- Records for the task
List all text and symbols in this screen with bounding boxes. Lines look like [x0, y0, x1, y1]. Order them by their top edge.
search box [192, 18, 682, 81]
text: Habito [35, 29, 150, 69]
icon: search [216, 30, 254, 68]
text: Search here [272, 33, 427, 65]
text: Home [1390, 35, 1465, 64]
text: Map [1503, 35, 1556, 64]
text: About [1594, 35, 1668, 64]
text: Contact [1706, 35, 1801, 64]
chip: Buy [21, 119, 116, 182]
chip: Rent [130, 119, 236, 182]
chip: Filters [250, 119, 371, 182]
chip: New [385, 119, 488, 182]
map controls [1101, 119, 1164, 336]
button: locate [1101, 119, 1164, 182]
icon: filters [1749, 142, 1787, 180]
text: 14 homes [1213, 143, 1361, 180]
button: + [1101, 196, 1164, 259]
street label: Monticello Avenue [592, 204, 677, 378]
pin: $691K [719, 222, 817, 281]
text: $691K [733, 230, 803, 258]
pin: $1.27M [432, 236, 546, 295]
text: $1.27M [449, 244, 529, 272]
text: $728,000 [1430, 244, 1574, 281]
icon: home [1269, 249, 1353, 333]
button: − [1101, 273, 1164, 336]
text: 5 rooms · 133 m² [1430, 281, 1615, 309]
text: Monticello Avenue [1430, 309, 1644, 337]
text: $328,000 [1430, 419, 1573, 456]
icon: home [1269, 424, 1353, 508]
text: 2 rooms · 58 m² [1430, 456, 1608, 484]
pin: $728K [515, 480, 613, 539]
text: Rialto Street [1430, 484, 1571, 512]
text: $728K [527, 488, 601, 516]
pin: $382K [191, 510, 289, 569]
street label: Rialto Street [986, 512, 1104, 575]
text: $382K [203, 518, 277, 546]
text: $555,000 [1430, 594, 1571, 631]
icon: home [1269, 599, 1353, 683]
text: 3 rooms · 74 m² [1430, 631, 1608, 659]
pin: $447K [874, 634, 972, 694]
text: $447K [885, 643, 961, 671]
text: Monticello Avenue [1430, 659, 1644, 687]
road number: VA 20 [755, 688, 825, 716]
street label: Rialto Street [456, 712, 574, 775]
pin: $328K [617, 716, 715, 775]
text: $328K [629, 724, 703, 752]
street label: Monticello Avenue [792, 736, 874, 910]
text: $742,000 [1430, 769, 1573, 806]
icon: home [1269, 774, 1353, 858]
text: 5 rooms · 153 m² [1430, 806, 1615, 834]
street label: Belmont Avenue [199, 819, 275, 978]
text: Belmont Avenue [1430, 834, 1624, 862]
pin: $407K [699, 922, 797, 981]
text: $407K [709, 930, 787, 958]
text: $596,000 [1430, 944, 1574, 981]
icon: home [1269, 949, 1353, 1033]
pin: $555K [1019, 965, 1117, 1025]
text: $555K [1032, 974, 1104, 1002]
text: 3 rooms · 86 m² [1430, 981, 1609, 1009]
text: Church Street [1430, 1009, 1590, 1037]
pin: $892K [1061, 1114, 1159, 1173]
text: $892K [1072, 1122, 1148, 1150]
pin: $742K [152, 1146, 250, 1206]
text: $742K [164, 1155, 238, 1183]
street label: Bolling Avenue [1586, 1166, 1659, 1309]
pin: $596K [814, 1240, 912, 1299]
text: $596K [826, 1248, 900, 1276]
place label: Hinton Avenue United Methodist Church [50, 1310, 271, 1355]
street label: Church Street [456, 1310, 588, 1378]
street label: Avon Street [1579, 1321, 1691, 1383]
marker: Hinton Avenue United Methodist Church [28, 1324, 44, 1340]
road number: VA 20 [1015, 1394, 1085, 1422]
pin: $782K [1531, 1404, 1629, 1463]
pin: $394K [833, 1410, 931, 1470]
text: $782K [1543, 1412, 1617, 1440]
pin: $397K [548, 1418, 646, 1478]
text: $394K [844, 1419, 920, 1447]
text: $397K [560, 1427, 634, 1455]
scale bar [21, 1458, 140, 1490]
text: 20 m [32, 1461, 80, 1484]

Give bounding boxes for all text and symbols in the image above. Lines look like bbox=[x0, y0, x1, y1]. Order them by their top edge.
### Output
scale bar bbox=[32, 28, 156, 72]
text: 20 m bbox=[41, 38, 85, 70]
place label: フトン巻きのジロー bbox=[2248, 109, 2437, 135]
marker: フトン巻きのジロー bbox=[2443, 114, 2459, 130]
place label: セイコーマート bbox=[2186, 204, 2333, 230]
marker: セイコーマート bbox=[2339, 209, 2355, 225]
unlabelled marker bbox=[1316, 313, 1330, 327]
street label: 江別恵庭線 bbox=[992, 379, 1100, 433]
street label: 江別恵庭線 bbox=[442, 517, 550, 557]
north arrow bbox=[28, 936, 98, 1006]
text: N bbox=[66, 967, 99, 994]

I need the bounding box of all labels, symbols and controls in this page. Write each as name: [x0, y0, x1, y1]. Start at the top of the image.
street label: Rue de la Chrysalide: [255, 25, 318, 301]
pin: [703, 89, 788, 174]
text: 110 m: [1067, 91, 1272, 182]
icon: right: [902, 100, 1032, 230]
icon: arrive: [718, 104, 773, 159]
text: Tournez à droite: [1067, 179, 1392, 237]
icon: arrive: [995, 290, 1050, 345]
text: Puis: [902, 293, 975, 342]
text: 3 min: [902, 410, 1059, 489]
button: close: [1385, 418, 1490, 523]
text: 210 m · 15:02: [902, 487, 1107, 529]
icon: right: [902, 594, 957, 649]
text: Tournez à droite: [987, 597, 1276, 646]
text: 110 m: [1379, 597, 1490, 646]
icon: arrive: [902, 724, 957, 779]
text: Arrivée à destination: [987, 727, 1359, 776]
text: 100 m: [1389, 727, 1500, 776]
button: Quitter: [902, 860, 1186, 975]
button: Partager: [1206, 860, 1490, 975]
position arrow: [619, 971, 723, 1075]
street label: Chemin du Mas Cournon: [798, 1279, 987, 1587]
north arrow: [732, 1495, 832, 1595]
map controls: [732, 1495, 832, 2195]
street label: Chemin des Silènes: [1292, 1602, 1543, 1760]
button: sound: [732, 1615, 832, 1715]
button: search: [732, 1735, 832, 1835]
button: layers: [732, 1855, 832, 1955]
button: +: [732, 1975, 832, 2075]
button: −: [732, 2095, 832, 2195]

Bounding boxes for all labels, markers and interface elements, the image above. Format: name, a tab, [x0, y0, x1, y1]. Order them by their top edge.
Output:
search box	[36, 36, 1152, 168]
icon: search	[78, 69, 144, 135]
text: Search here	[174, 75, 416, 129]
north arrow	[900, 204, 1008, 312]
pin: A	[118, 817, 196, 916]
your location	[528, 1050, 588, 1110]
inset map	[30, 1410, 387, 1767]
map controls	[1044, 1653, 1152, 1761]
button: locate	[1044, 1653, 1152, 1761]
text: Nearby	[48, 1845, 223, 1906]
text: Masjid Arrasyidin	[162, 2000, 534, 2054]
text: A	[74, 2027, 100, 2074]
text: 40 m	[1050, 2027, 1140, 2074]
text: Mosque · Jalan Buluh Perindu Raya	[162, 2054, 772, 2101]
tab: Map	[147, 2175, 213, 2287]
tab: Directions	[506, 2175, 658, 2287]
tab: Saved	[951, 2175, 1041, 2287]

- Task objective
Pull out the lines above in which the word "Church" appears.

- Solution for this task
text: Church Street [1430, 1009, 1590, 1037]
place label: Hinton Avenue United Methodist Church [50, 1310, 271, 1355]
street label: Church Street [456, 1310, 588, 1378]
marker: Hinton Avenue United Methodist Church [28, 1324, 44, 1340]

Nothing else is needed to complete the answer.